Bad precision good recall with imbalanced data

I trained a binary textcat model. It has a reasonable performance, 0.8 F1 score. However when I used this model to predict a unseen imbalance test data set (5 pos, 250 neg), I have 1.0 recall and 0.1 precision.

The data set I used is the imdb data, paragraphs. I thought the low precision in test was caused by not enough of train data. I trained with 500 pos and 500 eng first. Then I trained with ~25000 neg and ~25000 pos. The model's performance got better. However the recall for this imbalanced test data set is always around 0.1.

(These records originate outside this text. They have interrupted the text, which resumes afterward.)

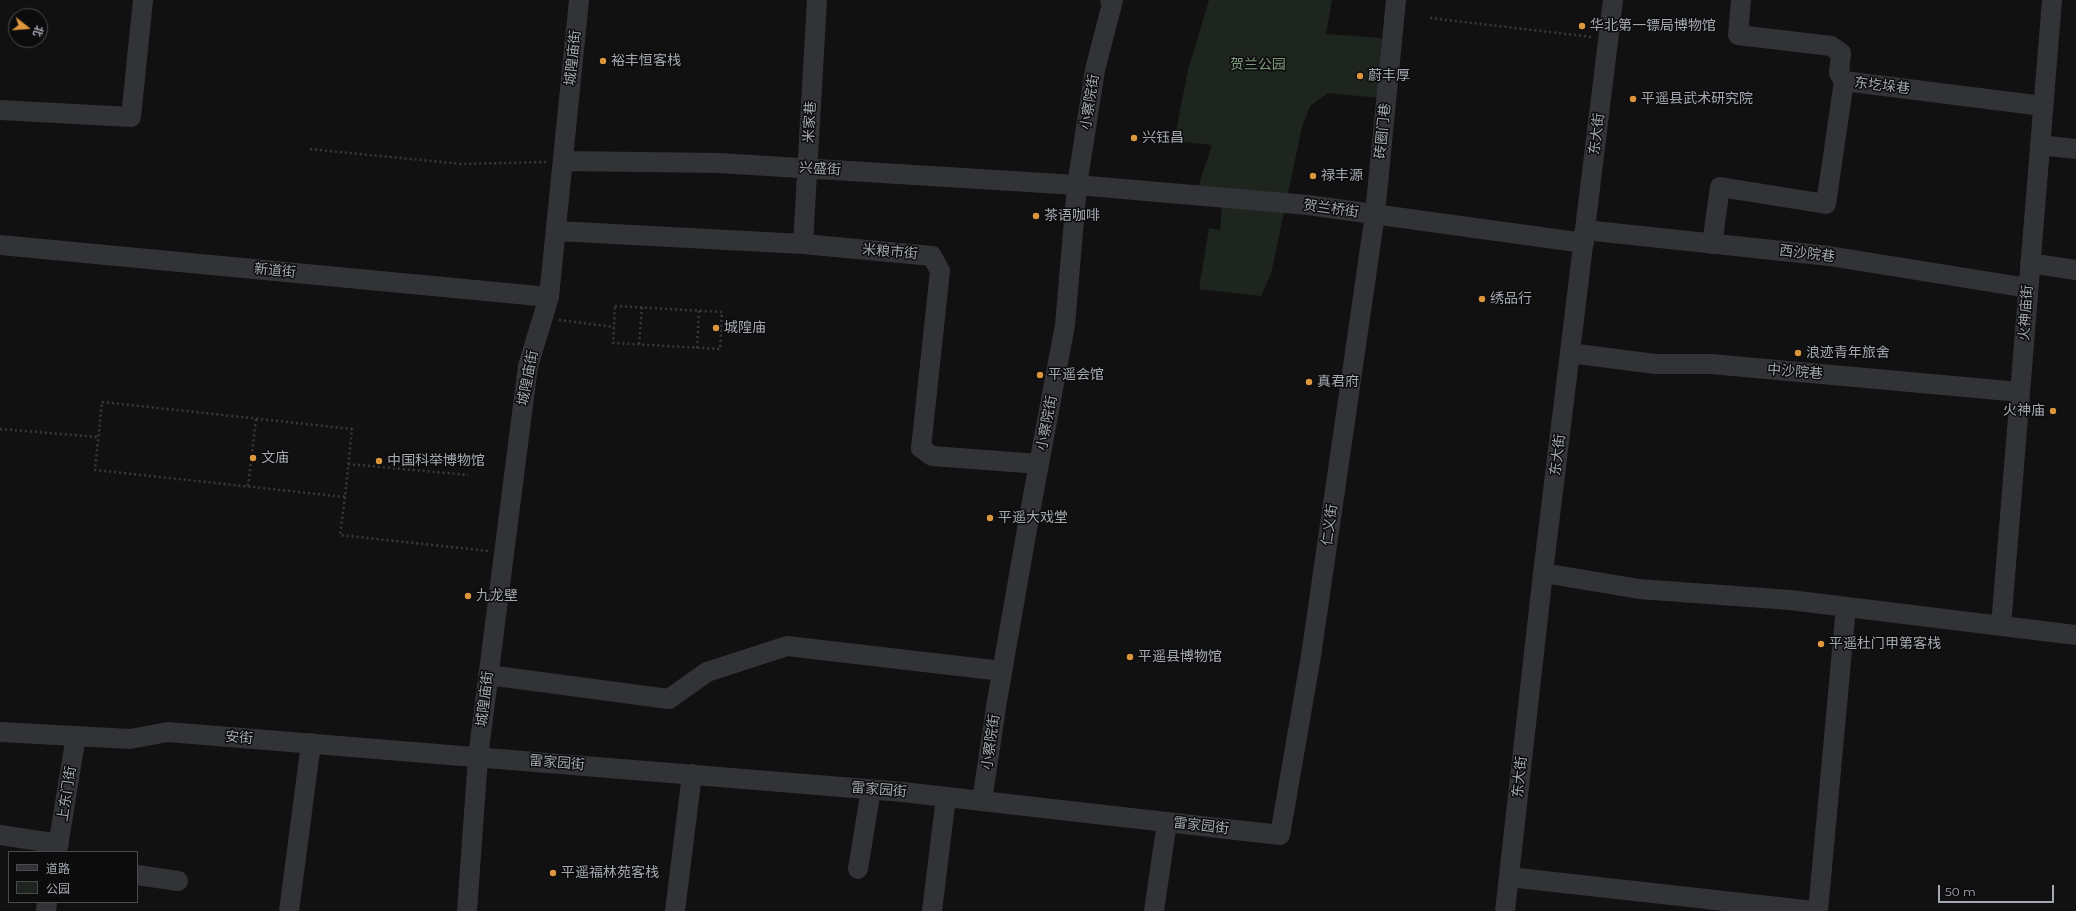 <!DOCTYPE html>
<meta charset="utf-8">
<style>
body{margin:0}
#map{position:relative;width:2076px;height:911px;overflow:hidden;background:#111112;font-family:Montserrat,"Noto Sans SC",sans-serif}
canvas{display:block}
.legend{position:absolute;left:8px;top:851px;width:130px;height:52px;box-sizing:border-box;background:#0c0c0d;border:1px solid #494b4f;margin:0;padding:5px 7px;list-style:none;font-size:12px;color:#a4a9b1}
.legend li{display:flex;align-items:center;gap:8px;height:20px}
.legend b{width:20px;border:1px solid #494b4f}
.north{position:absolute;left:8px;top:8px;width:40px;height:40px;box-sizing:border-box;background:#0c0c0d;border:1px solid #494b4f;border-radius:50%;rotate:107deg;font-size:11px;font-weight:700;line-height:16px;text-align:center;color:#a4a9b1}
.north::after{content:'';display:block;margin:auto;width:14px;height:18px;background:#dd963e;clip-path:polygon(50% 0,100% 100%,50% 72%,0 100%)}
.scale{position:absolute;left:1938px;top:885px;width:116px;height:18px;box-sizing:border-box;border:2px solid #a4a9b1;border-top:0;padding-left:5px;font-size:12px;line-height:14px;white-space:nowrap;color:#a4a9b1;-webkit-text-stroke:3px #0c0c0d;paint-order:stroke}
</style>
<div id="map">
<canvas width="2076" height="911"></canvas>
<ul class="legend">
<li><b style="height:5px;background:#323337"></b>道路</li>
<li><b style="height:11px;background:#1e241e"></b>公园</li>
</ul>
<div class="north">北</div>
<div class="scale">50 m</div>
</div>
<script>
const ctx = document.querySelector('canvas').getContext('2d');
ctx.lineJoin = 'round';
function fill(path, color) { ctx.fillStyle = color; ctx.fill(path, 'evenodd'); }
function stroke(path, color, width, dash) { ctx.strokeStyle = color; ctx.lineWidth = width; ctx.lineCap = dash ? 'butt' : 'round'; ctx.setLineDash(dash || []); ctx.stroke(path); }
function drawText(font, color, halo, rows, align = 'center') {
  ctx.font = font + ' Montserrat,"Noto Sans SC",sans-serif'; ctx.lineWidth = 3; ctx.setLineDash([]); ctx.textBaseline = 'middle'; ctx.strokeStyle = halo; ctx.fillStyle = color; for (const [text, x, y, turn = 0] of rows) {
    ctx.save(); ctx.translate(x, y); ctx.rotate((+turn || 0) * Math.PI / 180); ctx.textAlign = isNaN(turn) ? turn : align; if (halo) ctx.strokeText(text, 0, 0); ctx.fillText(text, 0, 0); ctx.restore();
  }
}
fill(new Path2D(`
 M1209 0H1332L1326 34 1382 38 1379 98 1328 93 1310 106 1302 127 1271 274 1261 296 1199 289 1209 228 1220 230 1223 191 1198 187 1212 145 1174 141 1188 70Z`), '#1e241e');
stroke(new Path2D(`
 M1430 18 1592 37
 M310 149 461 164 546 162
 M615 306 722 312 720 349 613 343Z
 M559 320 614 327
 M639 344 642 307
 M697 348 699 310
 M102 402 352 429 345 497 95 470Z
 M0 429 98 437
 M348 464 468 475
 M248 486 256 419
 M345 497 340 535 488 551`), '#383a3d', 2.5, [2, 3]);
stroke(new Path2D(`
 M1741 0 1738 35 1831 46 1841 53 1839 73 1844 81 2043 106
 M0 110 131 117 143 0
 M2040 145 2076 149
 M563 161 719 163 1077 185 1308 205 1584 243
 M1585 230 1829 256 2028 288
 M557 231 803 244 932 256 940 271 921 448 932 456 1039 464
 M803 244 817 0
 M1712 244 1720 187 1826 204 1844 81
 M0 245 549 297
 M2030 263 2076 270
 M1570 353 1655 364H1711L2020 392
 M1543 573 1639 589 1790 600 2076 635
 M2001 626 2052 0
 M488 675 669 699 707 672 787 646 1002 671
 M0 732 130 739 168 732 903 792 1280 835 1311 656 1375 214 1396 0
 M982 801 997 701 1030 512 1065 325 1077 185 1095 70 1113 0H1110
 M0 835 59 844
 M57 852 76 736
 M858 869 871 789
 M137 875 178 881
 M1509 877 1814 911
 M46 911 47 902
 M289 911 311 743
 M467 911 478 757 528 366 549 297 579 0
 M675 911 692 774
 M932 911 946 797
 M1154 911 1167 822
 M1505 911 1543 573 1613 0
 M1818 911 1846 607`), '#323337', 20);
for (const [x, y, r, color] of [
 [1582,26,4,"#dd963e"],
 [603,61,4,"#dd963e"],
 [1360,76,4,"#dd963e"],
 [1633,99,4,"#dd963e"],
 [1134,138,4,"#dd963e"],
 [1313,176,4,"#dd963e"],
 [1036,216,4,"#dd963e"],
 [1482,299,4,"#dd963e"],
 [716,328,4,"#dd963e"],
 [1798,353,4,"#dd963e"],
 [1040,375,4,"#dd963e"],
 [1309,382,4,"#dd963e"],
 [2053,411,4,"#dd963e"],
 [253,458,4,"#dd963e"],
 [379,461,4,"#dd963e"],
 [990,518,4,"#dd963e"],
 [468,596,4,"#dd963e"],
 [1821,644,4,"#dd963e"],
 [1130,657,4,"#dd963e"],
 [553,873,4,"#dd963e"]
]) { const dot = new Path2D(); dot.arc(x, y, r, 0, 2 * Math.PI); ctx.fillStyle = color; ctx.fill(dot); stroke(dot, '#0c0c0d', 1.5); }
drawText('14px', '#a4a9b1', '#0c0c0d', [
 ["华北第一镖局博物馆",1590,26],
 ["裕丰恒客栈",611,61],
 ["蔚丰厚",1368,76],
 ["平遥县武术研究院",1641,99],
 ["兴钰昌",1142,138],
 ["禄丰源",1321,176],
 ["茶语咖啡",1044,216],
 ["绣品行",1490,299],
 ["城隍庙",724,328],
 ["浪迹青年旅舍",1806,353],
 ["平遥会馆",1048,375],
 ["真君府",1317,382],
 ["火神庙",2045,411,"right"],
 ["文庙",261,458],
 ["中国科举博物馆",387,461],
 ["平遥大戏堂",998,518],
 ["九龙壁",476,596],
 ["平遥杜门甲第客栈",1829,644],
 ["平遥县博物馆",1138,657],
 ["平遥福林苑客栈",561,873]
], 'left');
drawText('14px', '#a4a9b1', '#0c0c0d', [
 ["城隍庙街",573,58,-84],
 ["东圪垛巷",1882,86,7],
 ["小察院街",1090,102,-81],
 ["米家巷",810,122,-87],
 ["砖圈门巷",1383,131,-84],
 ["东大街",1597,134,-83],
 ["兴盛街",820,169,4],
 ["贺兰桥街",1331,209,8],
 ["米粮市街",890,252,5],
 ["西沙院巷",1807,254,7],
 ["新道街",275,271,5],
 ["火神庙街",2026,313,-86],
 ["中沙院巷",1795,372,5],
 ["城隍庙街",528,378,-79],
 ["小察院街",1047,423,-79],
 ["东大街",1558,455,-83],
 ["仁义街",1330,525,-82],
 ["城隍庙街",485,699,-83],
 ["安街",239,738,5],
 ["小察院街",991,742,-82],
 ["雷家园街",557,763,5],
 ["东大街",1520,777,-84],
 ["雷家园街",879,790,5],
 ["上东门街",67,794,-81],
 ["雷家园街",1201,826,7]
]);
drawText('14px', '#7e9b7c', '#0c0c0d', [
 ["贺兰公园",1258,65]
]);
</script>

Is there anyway I can improve the precision in test? I'd like to see a high precision model.

Thank you very much.

I think you'll probably be better off exporting the annotations from Prodigy and training with a different toolkit, for instance scikit-learn might work better for your situation.

The built-in commands within Prodigy to train models are mostly a convenience to make the annotate/train/debug loop faster, especially during prototype. You can also extend the commands with your own settings by using a custom recipe. Fundamentally though, this doesn't hold up very well as a general-purpose machine learning toolkit. There are always options and situations where it's better to switch over to a more general solution.

One simple way to get what you want is to change the threshold at which you declare some example is classified as some category. By default we set this at 0.5, but you can set the threshold higher in your code. The scores are in doc.cats, so you can just say you need a score of 0.8 before you consider it a positive prediction.